> _TASK INSTRUCTIONS_
The answer must consist of each line below that holds the word "grid", copied as it stands.

[Opening EXERCISE DATA section]

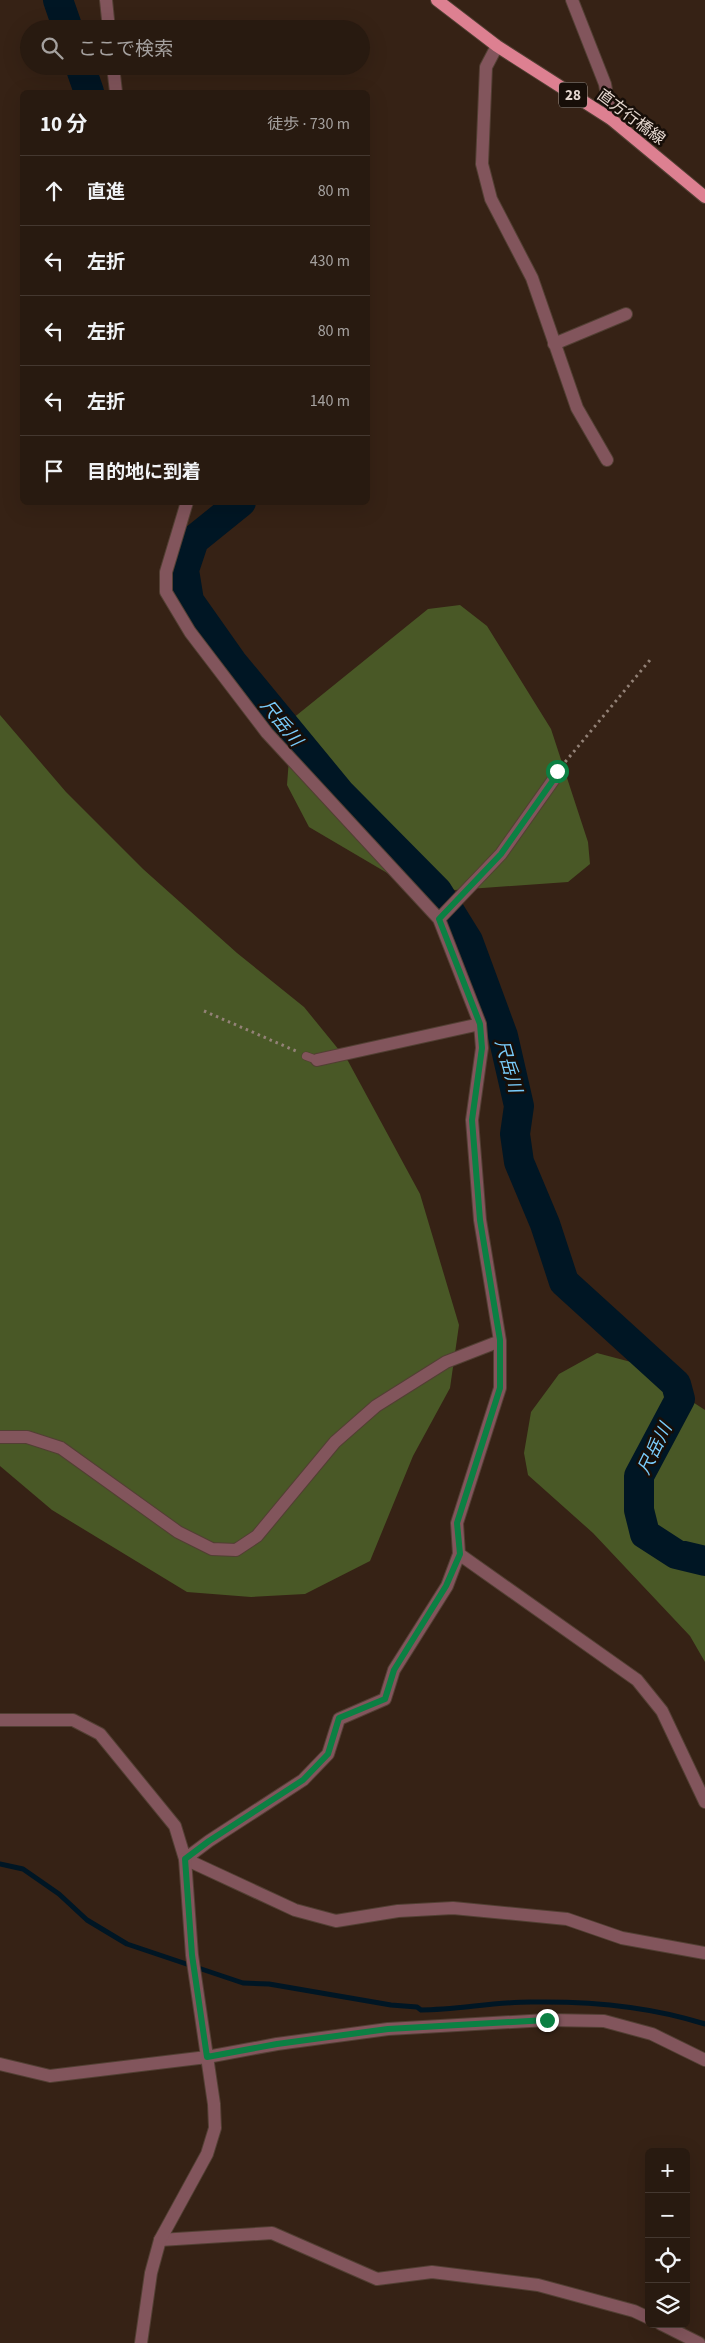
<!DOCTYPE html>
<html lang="ja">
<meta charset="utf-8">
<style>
:root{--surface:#281a10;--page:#302319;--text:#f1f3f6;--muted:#a5a19f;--line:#443830}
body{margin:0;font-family:"Source Sans 3","Noto Sans JP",sans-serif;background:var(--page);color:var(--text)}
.controls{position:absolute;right:15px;bottom:15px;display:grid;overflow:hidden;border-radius:8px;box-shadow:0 5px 20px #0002}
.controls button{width:45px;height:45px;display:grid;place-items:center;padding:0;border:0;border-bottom:1px solid var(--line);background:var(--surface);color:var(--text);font:25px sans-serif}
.stop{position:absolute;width:15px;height:15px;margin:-11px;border:4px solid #0b8043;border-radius:50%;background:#fff}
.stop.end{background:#0b8043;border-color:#fff;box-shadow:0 1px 5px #0008}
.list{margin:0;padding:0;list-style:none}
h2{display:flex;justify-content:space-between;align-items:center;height:65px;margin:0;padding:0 20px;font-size:21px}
h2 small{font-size:16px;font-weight:400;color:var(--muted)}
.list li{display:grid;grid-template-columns:32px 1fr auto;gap:15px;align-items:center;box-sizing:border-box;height:70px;padding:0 20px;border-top:1px solid var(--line)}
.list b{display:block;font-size:19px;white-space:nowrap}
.list em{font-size:16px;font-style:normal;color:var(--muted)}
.icon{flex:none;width:28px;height:28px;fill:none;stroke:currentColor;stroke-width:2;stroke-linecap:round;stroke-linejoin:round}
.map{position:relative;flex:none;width:705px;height:2343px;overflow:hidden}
.search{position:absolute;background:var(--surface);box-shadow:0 5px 20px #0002;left:20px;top:20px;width:350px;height:55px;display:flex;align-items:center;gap:12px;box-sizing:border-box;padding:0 18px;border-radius:28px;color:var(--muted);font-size:19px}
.panel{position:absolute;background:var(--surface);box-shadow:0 5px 20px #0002;left:20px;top:90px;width:350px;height:415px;border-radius:8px}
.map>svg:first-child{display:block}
.forest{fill:#495826}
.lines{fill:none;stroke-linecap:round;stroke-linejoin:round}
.stream{stroke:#001624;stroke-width:5}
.river{stroke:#001624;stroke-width:30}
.service-casing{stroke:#523f33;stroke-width:9}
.minor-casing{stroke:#523f33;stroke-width:14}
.tertiary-casing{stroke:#523f33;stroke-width:14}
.primary-casing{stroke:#523f33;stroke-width:14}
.path{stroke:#938277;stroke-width:3;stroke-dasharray:2.5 4;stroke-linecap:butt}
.service{stroke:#82555c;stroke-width:8}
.minor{stroke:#82555c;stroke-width:12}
.tertiary{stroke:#82555c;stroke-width:12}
.primary{stroke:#dd8091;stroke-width:12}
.route{stroke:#0b8043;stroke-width:6}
.labels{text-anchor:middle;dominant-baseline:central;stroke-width:5;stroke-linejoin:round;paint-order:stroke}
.shield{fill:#170e08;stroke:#a79b93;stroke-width:1}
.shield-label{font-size:15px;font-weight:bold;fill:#e5d7cf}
.street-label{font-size:16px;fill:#e5d7cf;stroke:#170e08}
.water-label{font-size:18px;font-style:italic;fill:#79ccfb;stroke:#170e08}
</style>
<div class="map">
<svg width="705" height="2343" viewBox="0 0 705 2343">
<rect width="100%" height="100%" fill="#362215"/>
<path class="forest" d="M460,605L487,626L551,729L588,842L590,864L568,882L455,890L394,877L309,827L287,785L292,719L428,609Z
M0,715L66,792L143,869L237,953L304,1007L348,1061L420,1194L459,1325L450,1388L413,1456L370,1561L305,1594L251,1597L187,1592L52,1510L0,1466Z
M597,1353L631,1362L705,1410V1662L690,1636L593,1533L528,1475L524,1453L531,1412L559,1374Z"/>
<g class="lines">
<path class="stream" d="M0,1864L23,1869L59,1894L87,1920L127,1944L243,1983L269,1984L391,2005L417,2007L421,2010C456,2010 494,2002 531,2002C590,2001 649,2006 705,2024"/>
<path class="river" d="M58,0L68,29
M80,66L89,92
M241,502L194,540L184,570L189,601L232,662L340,793L437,891L468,941L503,1036L519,1106L515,1134L519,1162L545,1224L564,1282L676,1384L680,1399L639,1476V1510L645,1534L676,1554L705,1561"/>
<g class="service-casing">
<path id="service" d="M306,1056L317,1060"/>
</g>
<g class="minor-casing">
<path id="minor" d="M106,0L109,29
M497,46L486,67L482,164L491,199L532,278L577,408L607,460
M113,66L116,92
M554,344L626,314
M439,919L501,854L554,779
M317,1060L480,1024
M0,1437H27L61,1448L178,1532L212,1549L236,1550L257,1536L335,1442L376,1406L446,1362L500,1341
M459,1554L637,1680L662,1711L705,1802
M0,1720H73L100,1734L175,1826L185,1859L295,1910L336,1921L398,1911L453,1908L567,1919L622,1938L705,1953
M185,1859L209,1841L303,1780L328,1754L339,1719L385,1699L394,1670L447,1586L459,1554L457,1523L500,1388V1341L480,1220L472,1120L482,1048L480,1024L439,919L267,733L190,632L166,592V572L187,502
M160,2240L272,2233L377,2279L432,2272L538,2285L634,2311L649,2318
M661,2324L699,2343"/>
</g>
<g class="tertiary-casing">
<path id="tertiary" d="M572,0L605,84L611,119
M0,2064L50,2076L207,2057L277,2044L388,2029L547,2020L604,2021L652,2034L705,2060
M141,2343L151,2273L160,2240L207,2154L215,2128L214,2104L192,1955L185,1859"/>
</g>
<g class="primary-casing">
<path id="primary" d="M437,0L497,46L611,119L705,197"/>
</g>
<path class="path" d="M561,767L650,660
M204,1011L296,1051"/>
<use href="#service" class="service"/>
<use href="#minor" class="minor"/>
<use href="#tertiary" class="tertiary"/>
<use href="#primary" class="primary"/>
</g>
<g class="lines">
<path class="route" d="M547,2020L388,2029L277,2044L207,2057L192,1955L185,1859L209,1841L303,1780L328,1754L339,1718L385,1699L394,1670L446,1586L460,1554L457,1523L500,1388V1340L480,1220L472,1120L482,1048L480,1024L439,919L501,854L554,779L557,771"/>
</g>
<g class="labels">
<rect class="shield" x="559" y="82.5" width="28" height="25" rx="4"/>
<g class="shield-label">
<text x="573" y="95">28</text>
</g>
<g class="street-label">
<text transform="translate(631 117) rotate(37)">直方行橋線</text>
</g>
<g class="water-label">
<text transform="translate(281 723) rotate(51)">尺岳川</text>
<text transform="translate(508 1066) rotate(74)">尺岳川</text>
<text transform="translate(655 1449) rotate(-64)">尺岳川</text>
</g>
</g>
</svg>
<div class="controls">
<button>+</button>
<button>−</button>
<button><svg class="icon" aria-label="locate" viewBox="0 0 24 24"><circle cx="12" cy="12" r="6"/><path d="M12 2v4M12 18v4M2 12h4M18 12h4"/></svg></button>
<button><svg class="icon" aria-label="layers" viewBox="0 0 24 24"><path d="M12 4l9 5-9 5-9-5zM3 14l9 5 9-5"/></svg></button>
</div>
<div class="stop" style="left:557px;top:771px"></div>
<div class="stop end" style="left:547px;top:2020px"></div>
<div class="search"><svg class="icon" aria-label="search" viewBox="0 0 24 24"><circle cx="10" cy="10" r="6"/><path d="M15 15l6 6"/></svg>ここで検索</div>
<section class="panel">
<h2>10 分<small>徒歩 · 730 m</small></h2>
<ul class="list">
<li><svg class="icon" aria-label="ahead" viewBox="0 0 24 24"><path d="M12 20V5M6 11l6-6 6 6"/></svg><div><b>直進</b></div><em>80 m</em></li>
<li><svg class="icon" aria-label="left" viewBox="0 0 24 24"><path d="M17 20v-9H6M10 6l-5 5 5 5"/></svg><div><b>左折</b></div><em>430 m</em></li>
<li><svg class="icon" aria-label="left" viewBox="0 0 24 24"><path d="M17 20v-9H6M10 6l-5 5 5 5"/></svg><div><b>左折</b></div><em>80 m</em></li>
<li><svg class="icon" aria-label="left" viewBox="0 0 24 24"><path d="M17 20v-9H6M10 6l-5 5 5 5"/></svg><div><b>左折</b></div><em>140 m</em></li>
<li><svg class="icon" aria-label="arrive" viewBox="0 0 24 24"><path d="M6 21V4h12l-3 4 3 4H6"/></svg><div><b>目的地に到着</b></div></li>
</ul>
</section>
</div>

[Closing EXERCISE DATA section]

> _SOLVED EXERCISE_
.controls{position:absolute;right:15px;bottom:15px;display:grid;overflow:hidden;border-radius:8px;box-shadow:0 5px 20px #0002}
.controls button{width:45px;height:45px;display:grid;place-items:center;padding:0;border:0;border-bottom:1px solid var(--line);background:var(--surface);color:var(--text);font:25px sans-serif}
.list li{display:grid;grid-template-columns:32px 1fr auto;gap:15px;align-items:center;box-sizing:border-box;height:70px;padding:0 20px;border-top:1px solid var(--line)}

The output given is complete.